The perspective I took was that being labeled as a celebrity was a challenge to the self. Celebrity stories provided a gateway to a discussion of how any of us respond to being labeled. Here is an excerpt from the speech -
“For celebrity, the transition from a taken for granted belonging and solidarity with others to being separated as famous is an experiential turning point in the self.” (from David Giles Illusions of Immortality). So too in our own lives, any event may become an experiential turning point in the self. The Alexander Technique is designed to help us navigate those turning points with authenticity, cooperating with an evolving self.

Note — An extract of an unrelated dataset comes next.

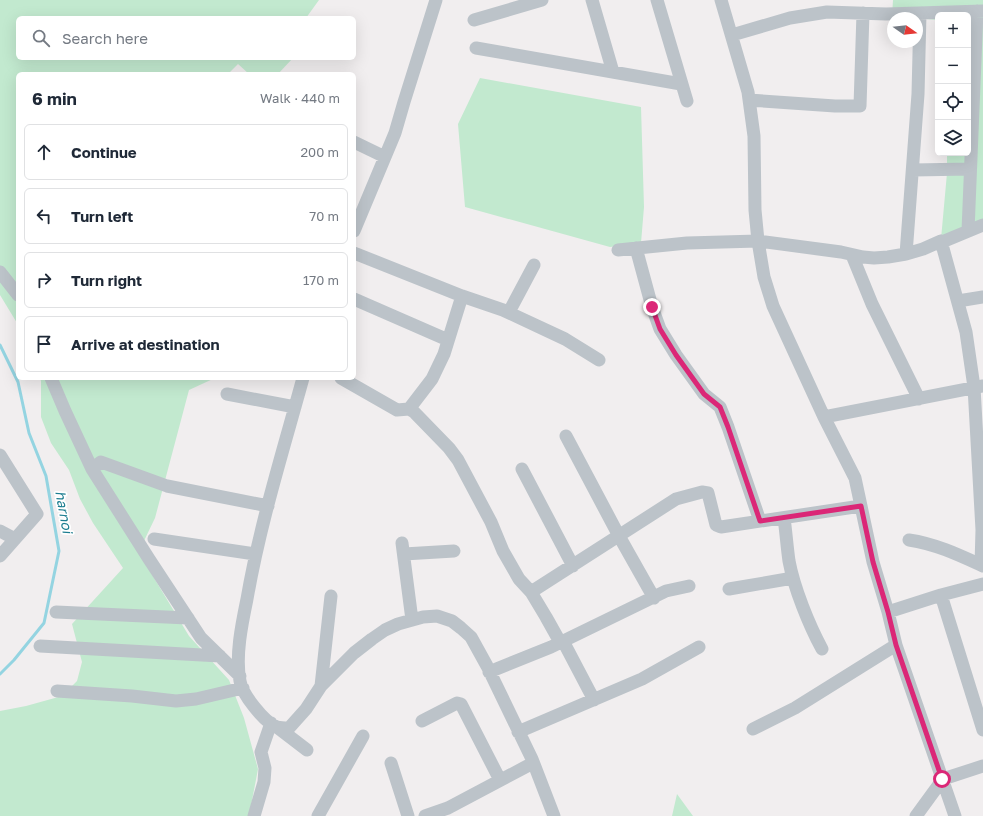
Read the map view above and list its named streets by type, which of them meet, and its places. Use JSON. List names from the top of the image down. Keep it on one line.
{"water":["harnoi"],"north":"right","page":{"map_buttons":["+","−"],"search":"Search here","heading":["6 min","Walk · 440 m"],"list":[["Continue","200 m"],["Turn left","70 m"],["Turn right","170 m"],"Arrive at destination"]}}
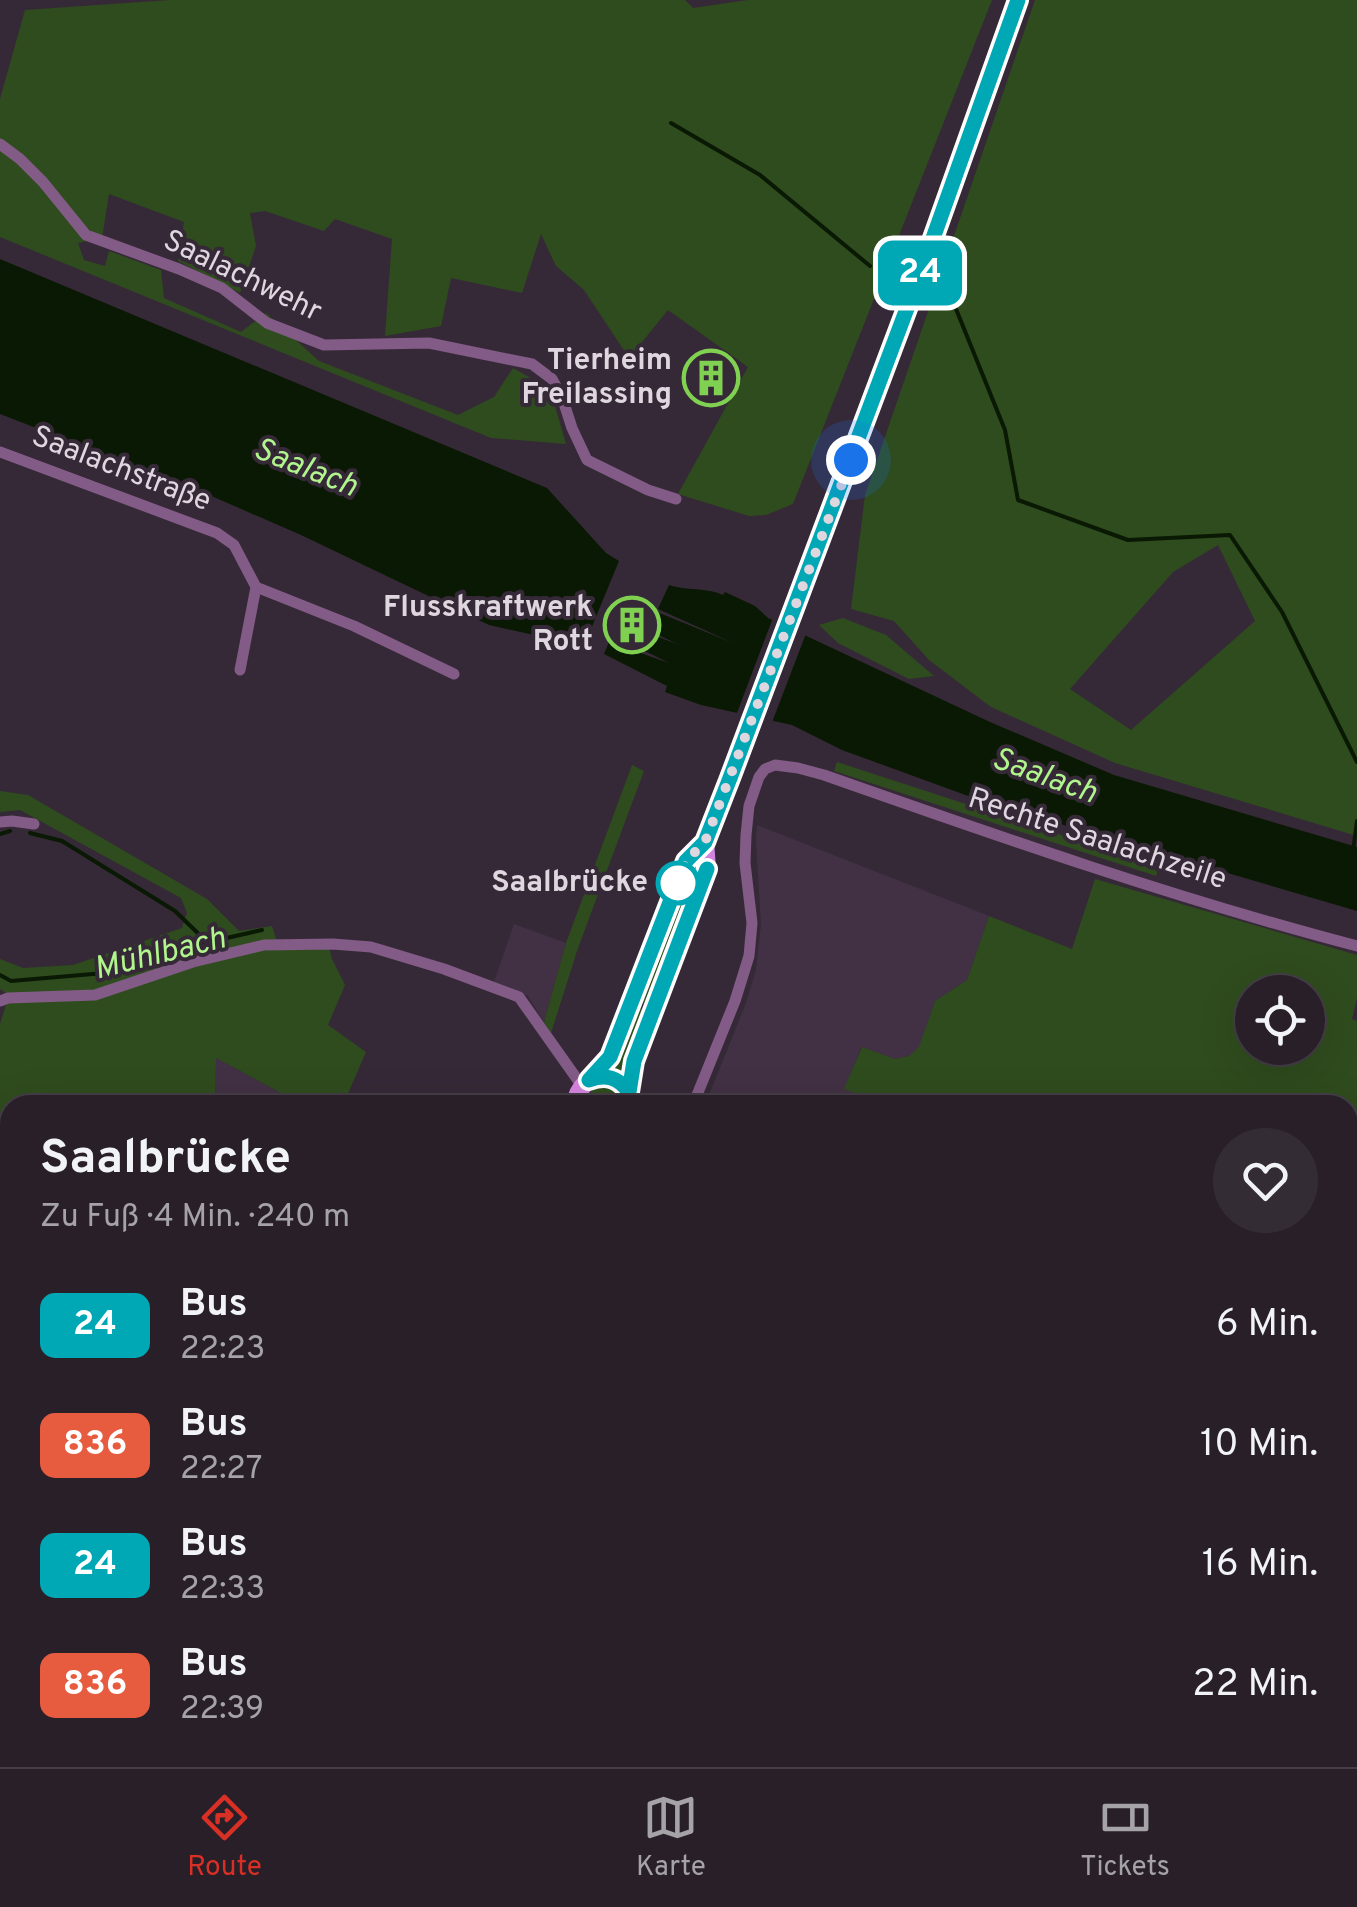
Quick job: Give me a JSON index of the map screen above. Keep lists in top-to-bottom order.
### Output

“[One celebrity […} offered that, in the face of [the media attention], ‘You constantly have to reassess who you are, take [the fame] off of you and make sure you are centered as a person.”
In actor training, I use the Alexander Technique to help actors sustain the illusion of truth in imaginary circumstance. When a moment onstage is inauthentic, it is accompanied – in the coordination of the actors - by the characteristic overwork between head and spine. And, since acting imitates life, the quality of our coordination in our everyman/everywoman moments also reveals to self and others…our truth. The Alexander Technique turns out to be a powerful tool in cooperating with the evolving truth of ourselves.
The genius of the Alexander Technique, in addition to recognizing the importance of the head/spine relationship as monitor and preserver of coordination of self, is that it recognizes that knowing what we don’t want is, by itself, ineffective, in recovering an effective Use of our Self.…… We need to know what we do want – to actively research our desires - and to actively/volitionally invite ourselves to organize in service of those desires. This return to conscious cooperation provides us with a replacement to what we may perceive as inauthentic….
The endowment of celebrity and its challenges to authentic communication is serving as an example of any interaction that causes DISCONTENT.
Both previous speakers in the series, Odai Johnson and Ruby Blondell had referred to the adornments of celebrity – and I decided to give everyone an adornment – bow ties. At the end of the evening we used the bowties to “celebritize” ourselves.
“The moment of being set apart, of being labeled in either everyday or multi-media celebrity, is a challenge to the self – and the moment offers a choice to be a victim of the label, or to respond to the perception as a pioneer, coordinating to our own truth in the pursuit of our desires.”